EXERCISE: Every line in the data below that includes "Order" belongs in the answer, copied as it stands.

(Beginning of EXERCISE INPUT)

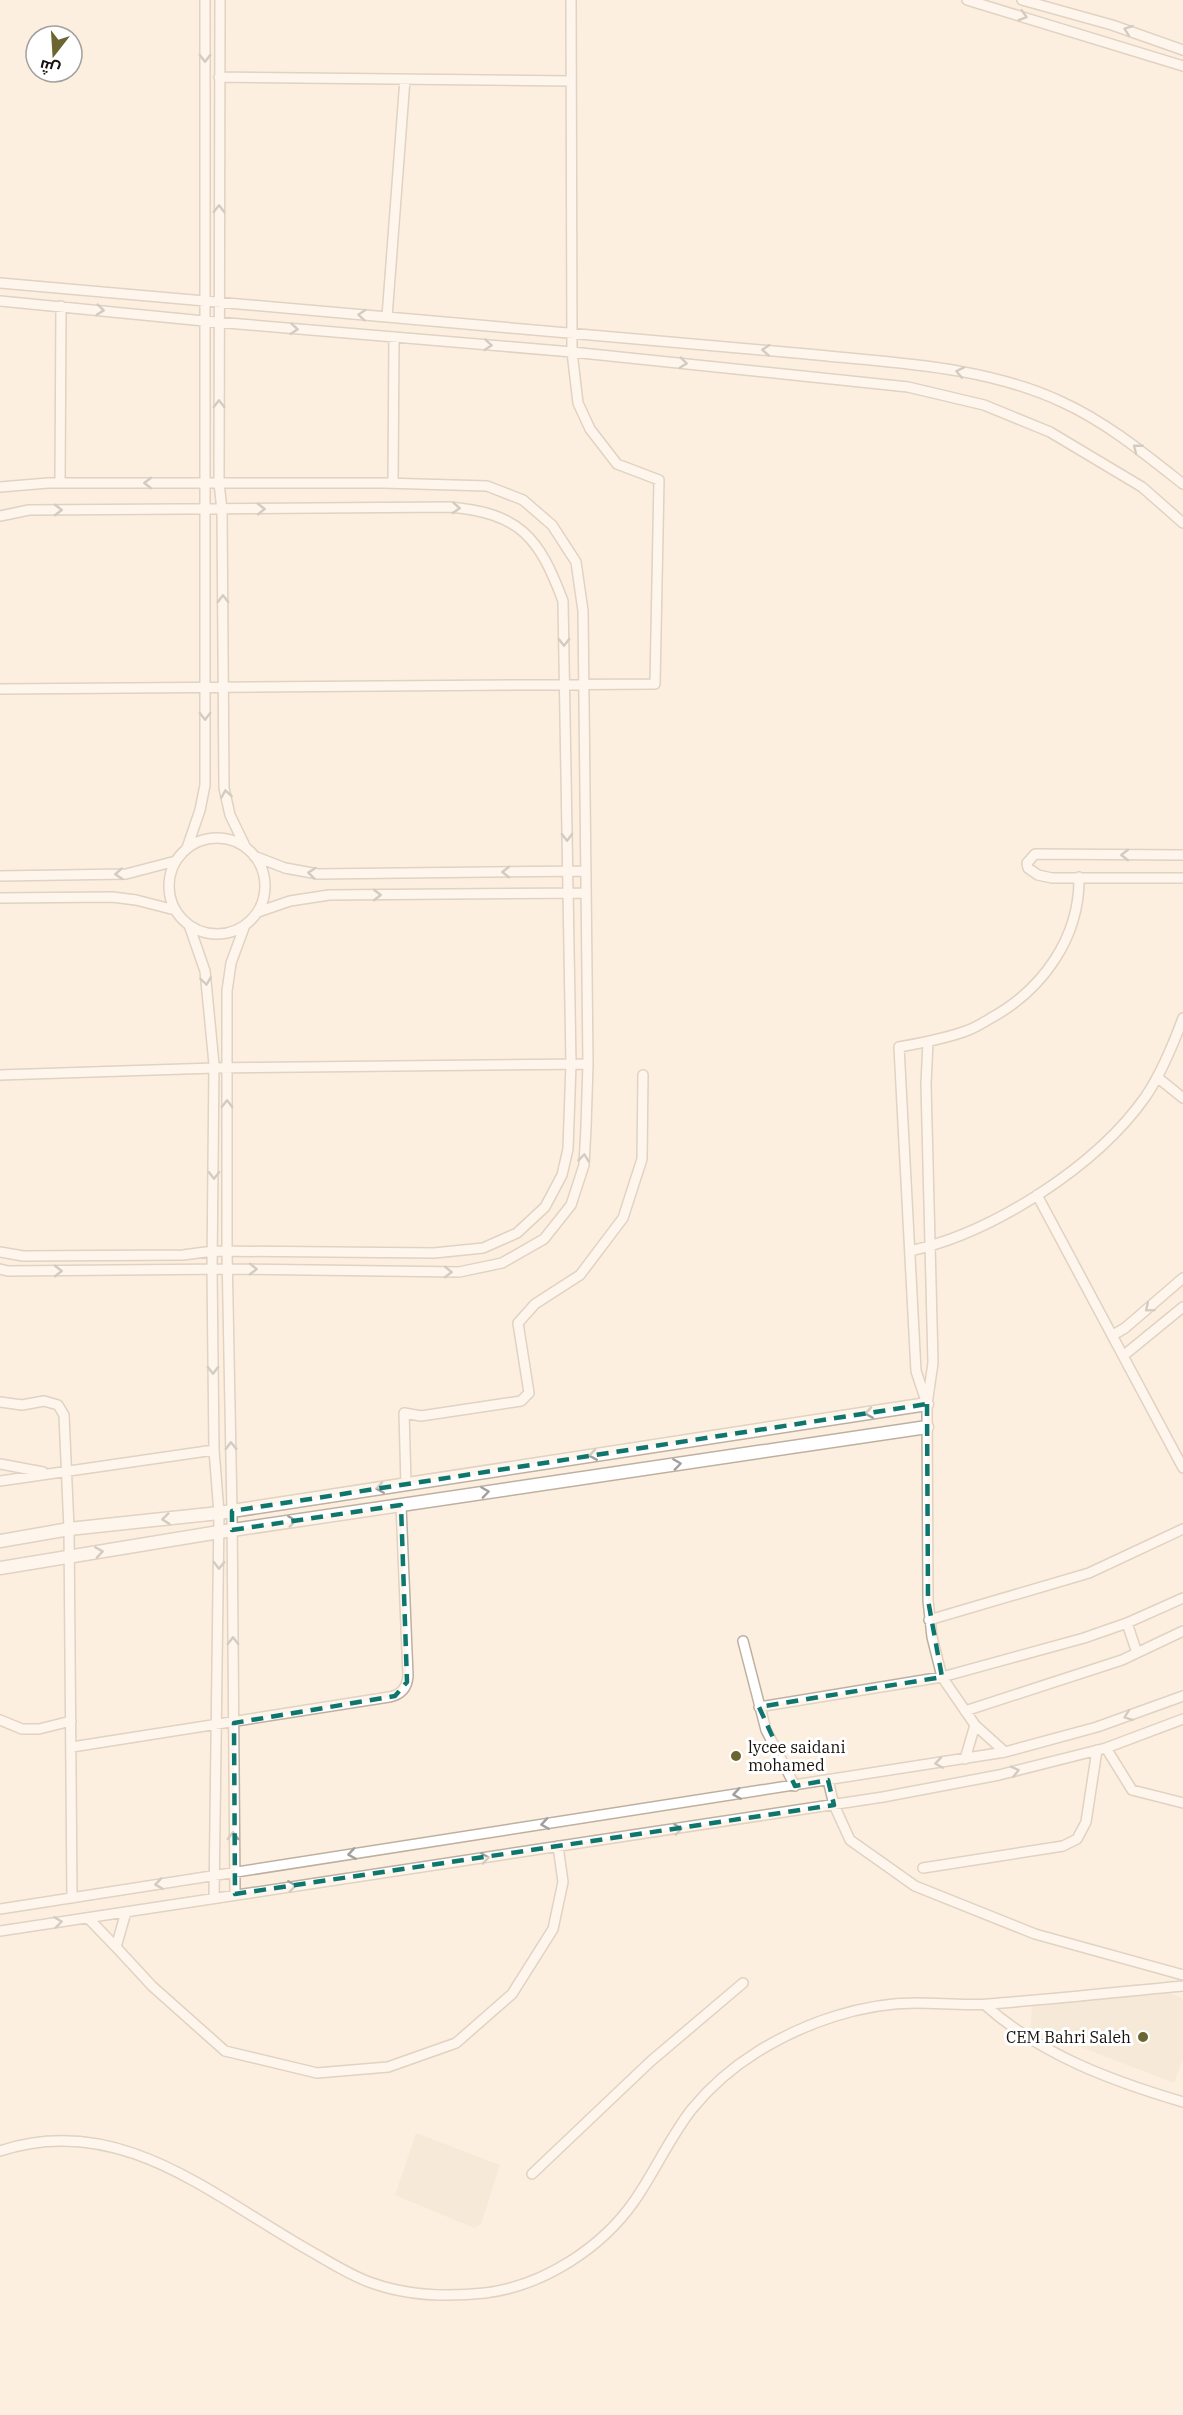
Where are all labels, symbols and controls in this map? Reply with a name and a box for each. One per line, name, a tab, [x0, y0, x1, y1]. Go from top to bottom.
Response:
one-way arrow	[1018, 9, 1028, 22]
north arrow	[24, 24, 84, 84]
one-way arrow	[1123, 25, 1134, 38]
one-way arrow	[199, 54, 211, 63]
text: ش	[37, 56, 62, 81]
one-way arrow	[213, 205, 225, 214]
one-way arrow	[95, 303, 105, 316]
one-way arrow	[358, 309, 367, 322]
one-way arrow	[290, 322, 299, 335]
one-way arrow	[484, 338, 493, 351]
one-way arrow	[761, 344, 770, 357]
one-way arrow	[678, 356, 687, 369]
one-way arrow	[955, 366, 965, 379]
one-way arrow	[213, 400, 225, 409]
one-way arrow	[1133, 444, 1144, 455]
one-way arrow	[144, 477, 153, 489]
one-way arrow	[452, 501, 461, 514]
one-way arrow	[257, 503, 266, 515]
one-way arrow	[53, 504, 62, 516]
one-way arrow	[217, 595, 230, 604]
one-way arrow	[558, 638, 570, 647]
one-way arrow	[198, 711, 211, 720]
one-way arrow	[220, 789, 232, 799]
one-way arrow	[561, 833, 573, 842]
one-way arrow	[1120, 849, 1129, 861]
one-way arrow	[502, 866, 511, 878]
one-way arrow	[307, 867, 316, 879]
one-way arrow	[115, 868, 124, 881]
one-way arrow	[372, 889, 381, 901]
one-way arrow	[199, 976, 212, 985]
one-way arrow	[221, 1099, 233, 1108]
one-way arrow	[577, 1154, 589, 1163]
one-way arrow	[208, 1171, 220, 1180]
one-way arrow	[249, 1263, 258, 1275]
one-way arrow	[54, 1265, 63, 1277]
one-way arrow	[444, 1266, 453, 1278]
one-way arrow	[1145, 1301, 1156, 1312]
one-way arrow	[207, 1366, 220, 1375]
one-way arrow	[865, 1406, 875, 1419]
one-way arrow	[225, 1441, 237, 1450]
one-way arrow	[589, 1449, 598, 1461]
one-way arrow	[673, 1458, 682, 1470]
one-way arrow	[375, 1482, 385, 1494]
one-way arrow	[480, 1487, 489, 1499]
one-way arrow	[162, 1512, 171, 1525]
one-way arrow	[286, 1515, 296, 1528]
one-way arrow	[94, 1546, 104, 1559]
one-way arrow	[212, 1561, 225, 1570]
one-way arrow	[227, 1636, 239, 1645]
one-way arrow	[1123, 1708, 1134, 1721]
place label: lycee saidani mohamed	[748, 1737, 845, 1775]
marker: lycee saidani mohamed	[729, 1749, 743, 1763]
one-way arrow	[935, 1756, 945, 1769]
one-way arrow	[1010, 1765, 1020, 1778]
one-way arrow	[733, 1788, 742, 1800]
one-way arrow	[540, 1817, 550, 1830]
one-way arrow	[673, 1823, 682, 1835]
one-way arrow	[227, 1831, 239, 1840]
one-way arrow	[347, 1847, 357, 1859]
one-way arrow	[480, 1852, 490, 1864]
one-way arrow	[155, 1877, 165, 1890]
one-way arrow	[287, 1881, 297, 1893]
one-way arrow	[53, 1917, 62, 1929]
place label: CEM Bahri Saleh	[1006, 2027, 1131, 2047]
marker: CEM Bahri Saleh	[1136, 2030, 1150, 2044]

(End of EXERCISE INPUT)
(Beginning of EXERCISE INPUT)

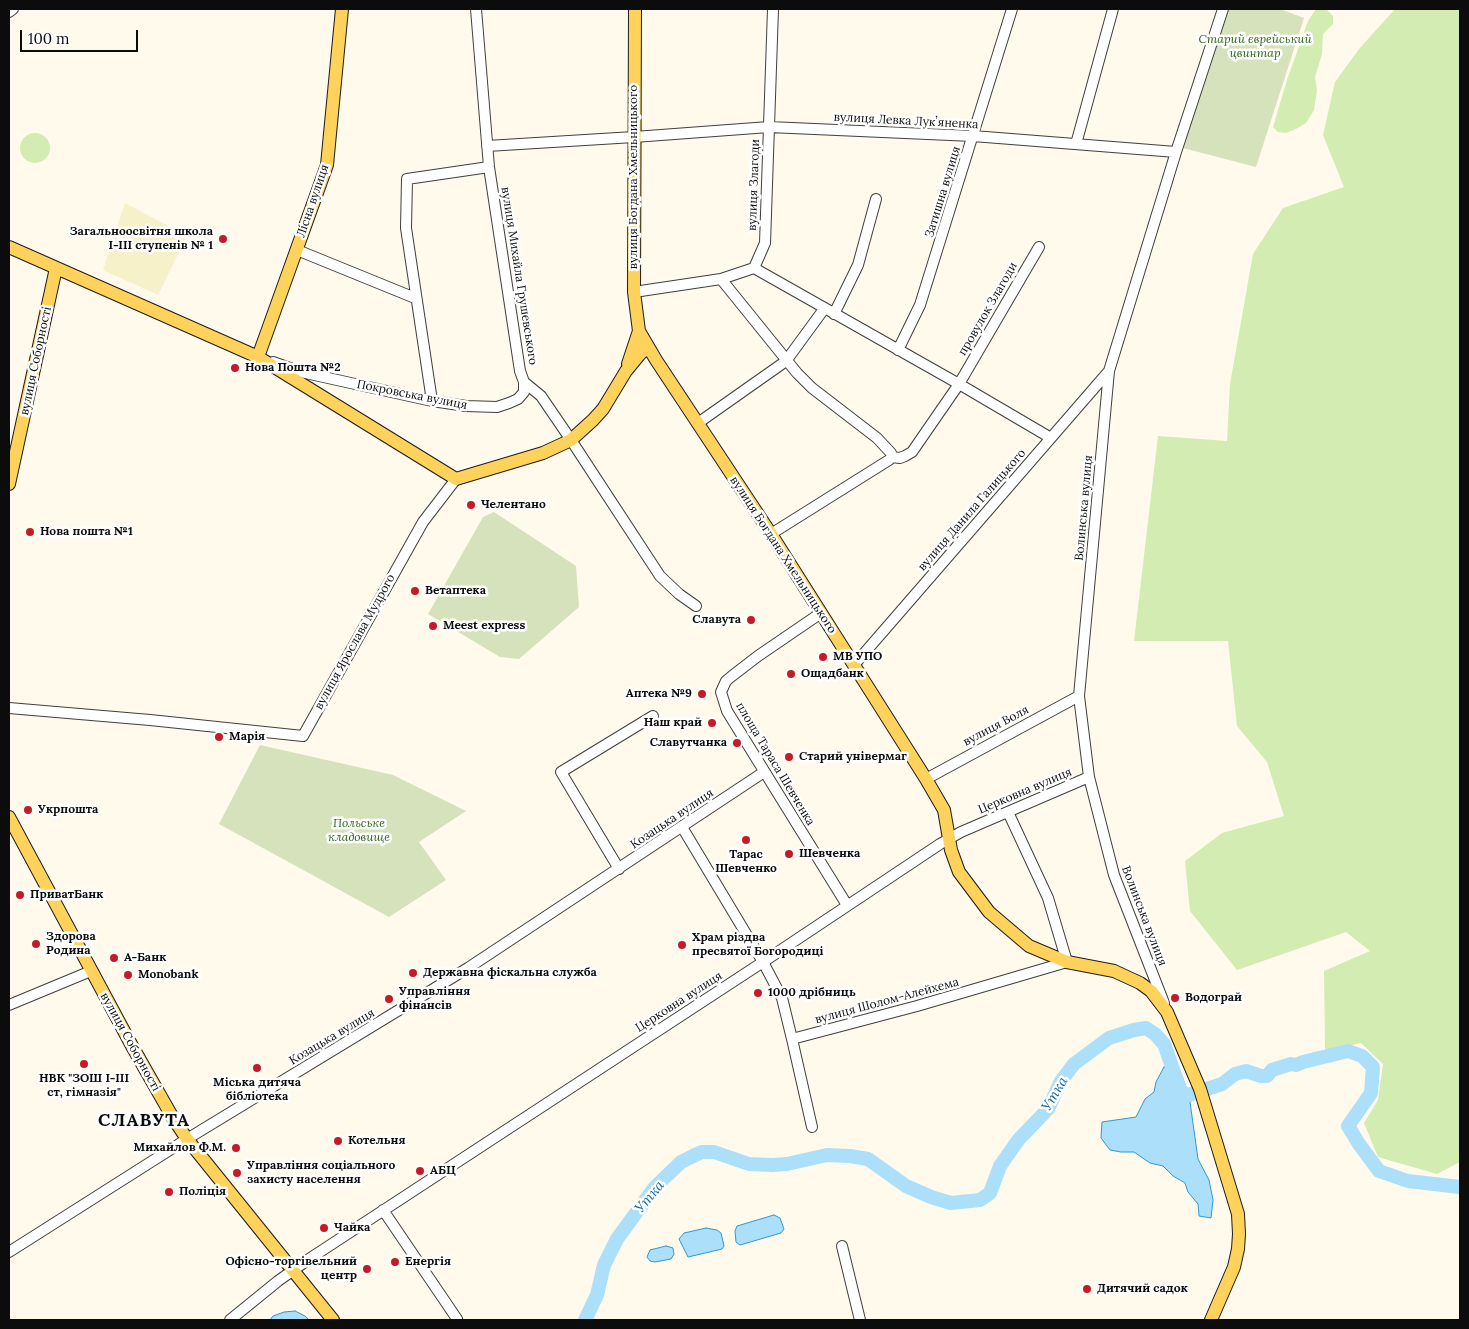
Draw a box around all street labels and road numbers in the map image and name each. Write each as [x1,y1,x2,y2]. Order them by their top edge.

(End of EXERCISE INPUT)
(Beginning of EXERCISE INPUT)

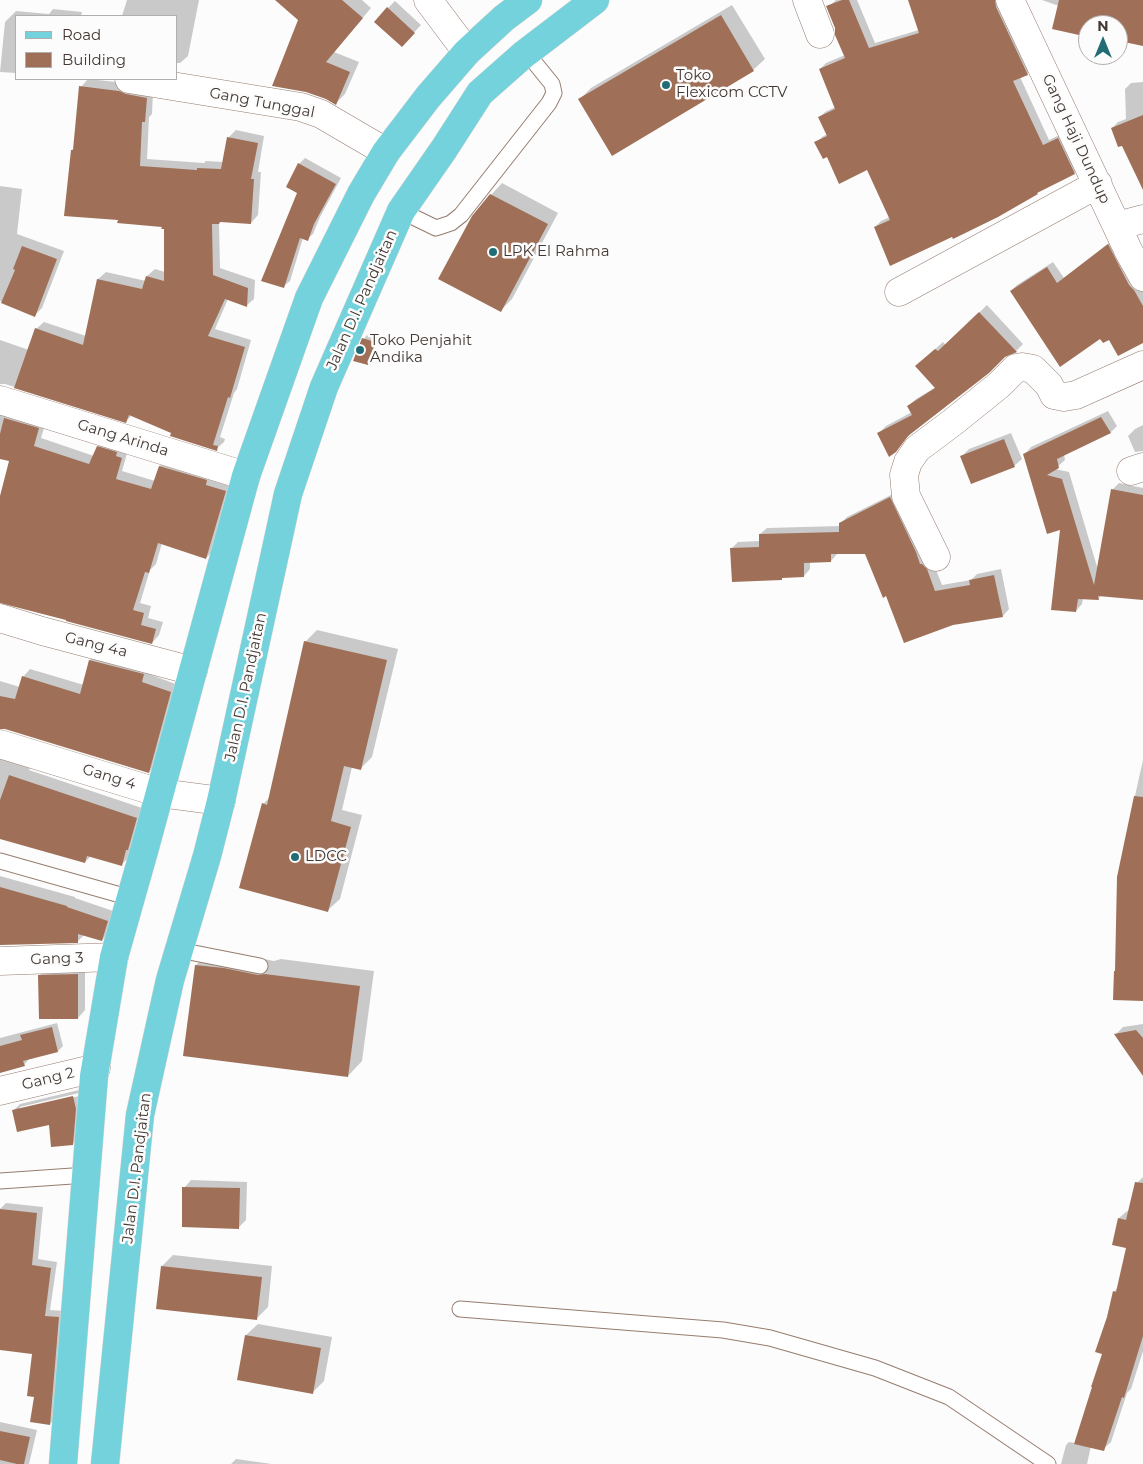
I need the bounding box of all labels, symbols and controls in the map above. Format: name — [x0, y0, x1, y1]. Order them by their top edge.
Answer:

(End of EXERCISE INPUT)

SOLUTION TO THE EXERCISE:
Draw a box around all street labels and road numbers in the map image and name each. Write each as [x1,y1,x2,y2]. Order them by their top edge.
I need the bounding box of all labels, symbols and controls in the map above. Format: name — [x0, y0, x1, y1]. Order them by their top edge.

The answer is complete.